Exercise details: From the records that follow, copy every line that contains the word "setLineDash".

━━━━━ Dataset records

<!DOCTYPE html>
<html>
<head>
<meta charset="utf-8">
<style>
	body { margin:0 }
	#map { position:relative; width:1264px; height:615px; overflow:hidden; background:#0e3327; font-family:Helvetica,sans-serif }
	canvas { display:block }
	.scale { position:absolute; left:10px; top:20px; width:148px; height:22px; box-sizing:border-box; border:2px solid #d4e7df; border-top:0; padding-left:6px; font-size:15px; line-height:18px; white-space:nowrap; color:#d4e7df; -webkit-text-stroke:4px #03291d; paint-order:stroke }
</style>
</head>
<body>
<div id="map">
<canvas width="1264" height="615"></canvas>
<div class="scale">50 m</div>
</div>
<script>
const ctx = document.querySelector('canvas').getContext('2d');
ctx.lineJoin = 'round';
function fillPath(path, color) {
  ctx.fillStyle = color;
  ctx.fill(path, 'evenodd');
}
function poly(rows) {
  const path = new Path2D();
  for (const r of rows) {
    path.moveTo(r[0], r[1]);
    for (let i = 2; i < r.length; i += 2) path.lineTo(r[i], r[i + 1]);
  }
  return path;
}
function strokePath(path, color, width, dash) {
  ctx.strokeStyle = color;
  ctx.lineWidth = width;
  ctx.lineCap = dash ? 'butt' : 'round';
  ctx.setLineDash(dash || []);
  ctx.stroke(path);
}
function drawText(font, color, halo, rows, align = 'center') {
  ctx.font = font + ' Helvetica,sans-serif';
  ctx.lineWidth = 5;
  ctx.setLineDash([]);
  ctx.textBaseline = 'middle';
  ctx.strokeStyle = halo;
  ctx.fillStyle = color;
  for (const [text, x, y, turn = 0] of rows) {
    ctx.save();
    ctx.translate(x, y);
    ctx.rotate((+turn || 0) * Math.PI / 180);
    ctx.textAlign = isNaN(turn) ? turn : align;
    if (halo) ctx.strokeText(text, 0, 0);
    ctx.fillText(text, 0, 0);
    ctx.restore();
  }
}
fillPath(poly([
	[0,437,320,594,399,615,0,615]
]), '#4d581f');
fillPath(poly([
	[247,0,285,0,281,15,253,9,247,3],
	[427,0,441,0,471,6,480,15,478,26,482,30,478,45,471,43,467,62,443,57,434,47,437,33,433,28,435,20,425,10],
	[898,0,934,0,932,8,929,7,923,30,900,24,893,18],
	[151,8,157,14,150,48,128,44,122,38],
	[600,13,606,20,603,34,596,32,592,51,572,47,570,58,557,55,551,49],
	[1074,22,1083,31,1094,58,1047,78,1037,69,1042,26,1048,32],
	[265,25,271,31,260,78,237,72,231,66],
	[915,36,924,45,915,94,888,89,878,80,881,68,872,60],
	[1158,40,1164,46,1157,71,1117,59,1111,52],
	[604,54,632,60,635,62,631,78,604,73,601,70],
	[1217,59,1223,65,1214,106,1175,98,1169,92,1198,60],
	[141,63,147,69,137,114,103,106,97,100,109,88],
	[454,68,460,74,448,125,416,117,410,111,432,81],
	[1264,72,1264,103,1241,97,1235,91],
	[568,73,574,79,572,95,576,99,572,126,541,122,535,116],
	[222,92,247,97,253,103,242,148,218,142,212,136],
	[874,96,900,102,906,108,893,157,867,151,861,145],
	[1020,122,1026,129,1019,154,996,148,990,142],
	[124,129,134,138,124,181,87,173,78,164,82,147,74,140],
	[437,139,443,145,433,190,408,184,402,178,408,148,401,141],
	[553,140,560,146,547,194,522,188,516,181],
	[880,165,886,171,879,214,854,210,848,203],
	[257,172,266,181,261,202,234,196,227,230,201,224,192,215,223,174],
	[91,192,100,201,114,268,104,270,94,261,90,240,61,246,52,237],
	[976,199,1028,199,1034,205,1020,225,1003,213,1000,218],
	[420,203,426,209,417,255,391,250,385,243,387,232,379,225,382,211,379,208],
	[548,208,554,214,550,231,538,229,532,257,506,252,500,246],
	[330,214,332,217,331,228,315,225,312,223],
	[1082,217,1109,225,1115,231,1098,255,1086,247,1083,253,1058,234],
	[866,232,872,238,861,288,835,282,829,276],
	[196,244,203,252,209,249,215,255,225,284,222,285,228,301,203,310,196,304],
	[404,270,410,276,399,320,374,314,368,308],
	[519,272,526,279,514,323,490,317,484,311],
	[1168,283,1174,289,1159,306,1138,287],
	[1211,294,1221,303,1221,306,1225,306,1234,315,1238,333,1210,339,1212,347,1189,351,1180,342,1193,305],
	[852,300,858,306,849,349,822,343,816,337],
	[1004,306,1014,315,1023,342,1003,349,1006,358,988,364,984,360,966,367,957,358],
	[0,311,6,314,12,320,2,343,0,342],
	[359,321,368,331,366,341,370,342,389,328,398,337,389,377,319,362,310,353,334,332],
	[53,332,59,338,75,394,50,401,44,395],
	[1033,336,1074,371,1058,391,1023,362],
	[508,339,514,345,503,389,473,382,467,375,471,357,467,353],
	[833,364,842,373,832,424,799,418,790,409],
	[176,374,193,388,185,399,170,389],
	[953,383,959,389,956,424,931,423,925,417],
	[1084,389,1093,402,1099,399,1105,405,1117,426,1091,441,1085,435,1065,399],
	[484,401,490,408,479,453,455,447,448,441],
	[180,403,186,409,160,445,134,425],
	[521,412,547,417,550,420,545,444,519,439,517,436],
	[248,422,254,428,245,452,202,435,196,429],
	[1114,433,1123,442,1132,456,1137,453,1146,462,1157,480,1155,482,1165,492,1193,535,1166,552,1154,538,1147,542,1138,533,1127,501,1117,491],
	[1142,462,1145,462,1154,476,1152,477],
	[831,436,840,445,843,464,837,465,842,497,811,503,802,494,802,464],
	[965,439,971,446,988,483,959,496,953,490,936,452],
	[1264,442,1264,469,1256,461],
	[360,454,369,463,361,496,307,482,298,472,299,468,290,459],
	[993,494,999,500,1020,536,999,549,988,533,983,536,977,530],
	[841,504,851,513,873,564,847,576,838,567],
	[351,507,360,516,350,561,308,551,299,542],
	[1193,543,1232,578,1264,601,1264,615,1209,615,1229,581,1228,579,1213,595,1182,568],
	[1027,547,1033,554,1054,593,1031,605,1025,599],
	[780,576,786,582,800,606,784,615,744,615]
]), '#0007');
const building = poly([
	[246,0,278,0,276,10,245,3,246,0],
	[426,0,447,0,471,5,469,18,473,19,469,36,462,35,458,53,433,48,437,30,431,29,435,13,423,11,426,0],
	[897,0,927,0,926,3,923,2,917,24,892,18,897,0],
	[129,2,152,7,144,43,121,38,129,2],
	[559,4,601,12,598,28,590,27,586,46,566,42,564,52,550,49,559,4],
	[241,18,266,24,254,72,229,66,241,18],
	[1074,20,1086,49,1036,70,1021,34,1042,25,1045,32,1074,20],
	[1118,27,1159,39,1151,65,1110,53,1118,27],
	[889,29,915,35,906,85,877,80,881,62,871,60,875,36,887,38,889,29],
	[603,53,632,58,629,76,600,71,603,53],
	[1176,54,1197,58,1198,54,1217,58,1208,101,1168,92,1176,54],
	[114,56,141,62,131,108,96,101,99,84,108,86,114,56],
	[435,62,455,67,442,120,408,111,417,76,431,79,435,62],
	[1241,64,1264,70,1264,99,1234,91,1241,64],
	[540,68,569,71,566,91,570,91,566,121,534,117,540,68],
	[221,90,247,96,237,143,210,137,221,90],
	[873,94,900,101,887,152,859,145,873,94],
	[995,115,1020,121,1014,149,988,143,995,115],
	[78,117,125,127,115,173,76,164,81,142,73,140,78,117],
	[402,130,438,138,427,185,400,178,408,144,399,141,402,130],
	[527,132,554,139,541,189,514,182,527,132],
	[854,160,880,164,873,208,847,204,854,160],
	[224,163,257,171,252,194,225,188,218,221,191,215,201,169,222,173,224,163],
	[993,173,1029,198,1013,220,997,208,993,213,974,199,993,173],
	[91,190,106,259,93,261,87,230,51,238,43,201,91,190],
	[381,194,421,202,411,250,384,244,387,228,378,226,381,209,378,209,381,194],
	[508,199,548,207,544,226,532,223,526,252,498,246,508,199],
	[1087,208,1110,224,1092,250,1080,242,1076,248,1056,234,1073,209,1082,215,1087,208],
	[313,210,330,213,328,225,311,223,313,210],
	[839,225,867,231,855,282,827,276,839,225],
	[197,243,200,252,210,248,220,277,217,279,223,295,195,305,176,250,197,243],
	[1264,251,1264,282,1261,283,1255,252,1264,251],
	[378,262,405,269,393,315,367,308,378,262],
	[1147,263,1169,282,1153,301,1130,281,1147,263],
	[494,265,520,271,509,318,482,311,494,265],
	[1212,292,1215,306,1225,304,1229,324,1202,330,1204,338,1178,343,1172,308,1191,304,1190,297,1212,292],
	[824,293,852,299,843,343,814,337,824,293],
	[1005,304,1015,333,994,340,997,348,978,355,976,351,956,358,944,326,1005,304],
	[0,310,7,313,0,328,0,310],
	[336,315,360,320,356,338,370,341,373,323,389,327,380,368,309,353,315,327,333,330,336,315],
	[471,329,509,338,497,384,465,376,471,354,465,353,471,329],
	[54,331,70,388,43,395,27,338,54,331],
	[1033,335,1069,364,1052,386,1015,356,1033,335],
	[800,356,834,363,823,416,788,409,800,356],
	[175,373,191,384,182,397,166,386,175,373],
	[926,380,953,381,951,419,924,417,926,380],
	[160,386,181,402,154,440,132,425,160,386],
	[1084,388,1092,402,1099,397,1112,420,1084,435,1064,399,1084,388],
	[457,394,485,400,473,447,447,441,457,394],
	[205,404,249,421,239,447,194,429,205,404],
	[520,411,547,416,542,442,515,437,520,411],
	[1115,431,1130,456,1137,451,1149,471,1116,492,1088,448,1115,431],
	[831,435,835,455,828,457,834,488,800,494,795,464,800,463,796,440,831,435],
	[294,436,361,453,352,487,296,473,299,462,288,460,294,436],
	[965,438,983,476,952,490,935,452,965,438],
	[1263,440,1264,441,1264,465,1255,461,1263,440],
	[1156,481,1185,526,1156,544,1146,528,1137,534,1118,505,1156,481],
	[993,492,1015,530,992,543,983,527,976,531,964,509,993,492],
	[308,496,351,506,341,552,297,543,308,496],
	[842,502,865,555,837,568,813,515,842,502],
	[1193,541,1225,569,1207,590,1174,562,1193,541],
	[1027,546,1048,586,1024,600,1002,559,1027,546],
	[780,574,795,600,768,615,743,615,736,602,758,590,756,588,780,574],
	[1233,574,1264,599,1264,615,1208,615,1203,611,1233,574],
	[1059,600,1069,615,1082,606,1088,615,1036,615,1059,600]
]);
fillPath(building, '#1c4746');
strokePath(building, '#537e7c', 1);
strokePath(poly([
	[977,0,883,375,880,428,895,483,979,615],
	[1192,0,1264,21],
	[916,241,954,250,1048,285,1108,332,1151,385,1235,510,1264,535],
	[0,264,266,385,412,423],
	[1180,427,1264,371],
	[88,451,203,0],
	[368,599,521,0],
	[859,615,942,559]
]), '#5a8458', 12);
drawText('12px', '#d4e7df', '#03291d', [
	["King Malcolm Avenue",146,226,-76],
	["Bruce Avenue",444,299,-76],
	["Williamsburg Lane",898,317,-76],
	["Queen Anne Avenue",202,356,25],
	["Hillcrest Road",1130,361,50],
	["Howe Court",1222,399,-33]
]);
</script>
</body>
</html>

━━━━━━━━━━

Written answer:
  ctx.setLineDash(dash || []);
  ctx.setLineDash([]);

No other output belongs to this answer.